Block 23: CRPS decreases from 3.62 to 2.73 (an improvement of 0.89); extended experiments confirm this trend is stable.

Highlights & Insights¶

Pioneering contribution: This is the first application of SAEs to a time series foundation model, successfully transferring mechanistic interpretability methodology from NLP.
Counter-intuitive finding: Causal importance is inversely correlated with semantic richness—mid-layer encoders are causally most critical yet semantically sparse, while the final layer is semantically richest yet yields improved performance upon ablation.
100% causal validation rate: All 392 ablations produce positive CRPS degradation, providing strong evidence for the causal relevance of SAE features.
Change-point detection as a core mechanism: Chronos-T5 relies primarily on change-point dynamics rather than periodic pattern recognition, offering guidance for model understanding and improvement.
Plausible explanation for the final-layer ablation paradox: The final encoder layer likely encodes cross-domain generalization features, and ablation on a specific dataset may function as implicit domain adaptation.
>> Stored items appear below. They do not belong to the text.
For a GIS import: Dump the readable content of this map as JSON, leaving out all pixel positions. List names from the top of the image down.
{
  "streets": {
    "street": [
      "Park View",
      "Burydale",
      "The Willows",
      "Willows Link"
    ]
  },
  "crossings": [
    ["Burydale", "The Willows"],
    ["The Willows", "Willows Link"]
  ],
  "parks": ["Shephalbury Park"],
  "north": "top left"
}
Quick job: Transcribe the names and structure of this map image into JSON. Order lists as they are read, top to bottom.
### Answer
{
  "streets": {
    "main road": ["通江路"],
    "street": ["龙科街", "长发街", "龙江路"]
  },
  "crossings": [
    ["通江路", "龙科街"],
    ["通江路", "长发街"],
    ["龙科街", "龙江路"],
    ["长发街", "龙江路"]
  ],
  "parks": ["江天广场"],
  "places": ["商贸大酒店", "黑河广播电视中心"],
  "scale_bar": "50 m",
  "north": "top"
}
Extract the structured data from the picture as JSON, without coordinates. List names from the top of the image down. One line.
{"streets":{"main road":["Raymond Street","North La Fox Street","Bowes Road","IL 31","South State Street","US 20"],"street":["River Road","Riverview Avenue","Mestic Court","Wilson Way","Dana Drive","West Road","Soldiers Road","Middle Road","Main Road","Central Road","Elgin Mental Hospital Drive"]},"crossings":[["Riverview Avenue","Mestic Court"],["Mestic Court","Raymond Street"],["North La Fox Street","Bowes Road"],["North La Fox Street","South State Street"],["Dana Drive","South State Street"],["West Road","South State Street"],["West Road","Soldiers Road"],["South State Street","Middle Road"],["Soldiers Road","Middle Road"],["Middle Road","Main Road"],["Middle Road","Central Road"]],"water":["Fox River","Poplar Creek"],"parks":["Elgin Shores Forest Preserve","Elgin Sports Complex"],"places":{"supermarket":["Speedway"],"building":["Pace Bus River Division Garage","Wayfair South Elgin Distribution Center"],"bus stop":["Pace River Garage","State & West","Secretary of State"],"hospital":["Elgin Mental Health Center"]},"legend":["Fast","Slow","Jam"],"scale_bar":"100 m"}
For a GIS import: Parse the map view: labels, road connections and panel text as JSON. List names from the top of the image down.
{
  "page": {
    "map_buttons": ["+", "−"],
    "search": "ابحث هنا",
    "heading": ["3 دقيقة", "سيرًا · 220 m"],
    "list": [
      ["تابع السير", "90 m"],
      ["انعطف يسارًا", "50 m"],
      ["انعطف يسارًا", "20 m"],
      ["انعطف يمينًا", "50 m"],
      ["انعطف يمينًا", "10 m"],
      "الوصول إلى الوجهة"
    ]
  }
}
Limitations & Future Work¶

Limited dataset coverage: Causal ablation is conducted exclusively on ETT data; whether findings generalize to other time series domains remains unknown.
Low taxonomy coverage: 82.8% of features receive no label, and decoder-side coverage is below 6%, indicating that the feature taxonomy remains coarse.
Single model analysis: Only Chronos-T5-Large is studied; cross-architecture comparisons (e.g., TimesFM, MOMENT) are absent.
Limited statistical precision in ablation configuration: The fast configuration (256 windows, 4 samples) provides directional conclusions only, with insufficient quantitative precision.
Absence of circuit-level analysis: Only feature-level ablation is performed; the connectivity and computational graph structure among features are not examined.

Time series foundation models: Chronos-T5 (Ansari et al., 2024), TimesFM (Das et al., 2024), MOMENT (Goswami et al., 2024), Moirai (Woo et al., 2024).
SAEs and mechanistic interpretability: Bricken et al. (2023) first applied SAEs to decompose language models; Cunningham et al. (2024) proposed TopK SAEs; Templeton et al. (2024) scaled SAEs to Claude 3 Sonnet.
Time series interpretability: Saliency maps (Zhao et al., 2023), perturbation-based explanations (Enguehard, 2023; Liu et al., 2024), counterfactuals (Yan & Wang, 2023), concept-based frameworks (van Sprang et al., 2024).
Mechanistic analysis of time series models: Kalnāre et al. (2025) conducted a preliminary mechanistic analysis on small classifiers; this paper is the first to extend such analysis to foundation models.

Rating¶

Novelty: ⭐⭐⭐⭐ — First transfer of SAE methodology from NLP to time series foundation models; a pioneering contribution.
Experimental Thoroughness: ⭐⭐⭐ — 392 ablations are compelling but limited to ETT data, a single model, and incomplete taxonomy coverage.
Writing Quality: ⭐⭐⭐⭐ — Clear structure, well-articulated counter-intuitive findings, and well-designed figures and tables.
Value: ⭐⭐⭐⭐ — Opens a new direction for mechanistic interpretability of time series models; findings offer actionable guidance for model design and compression.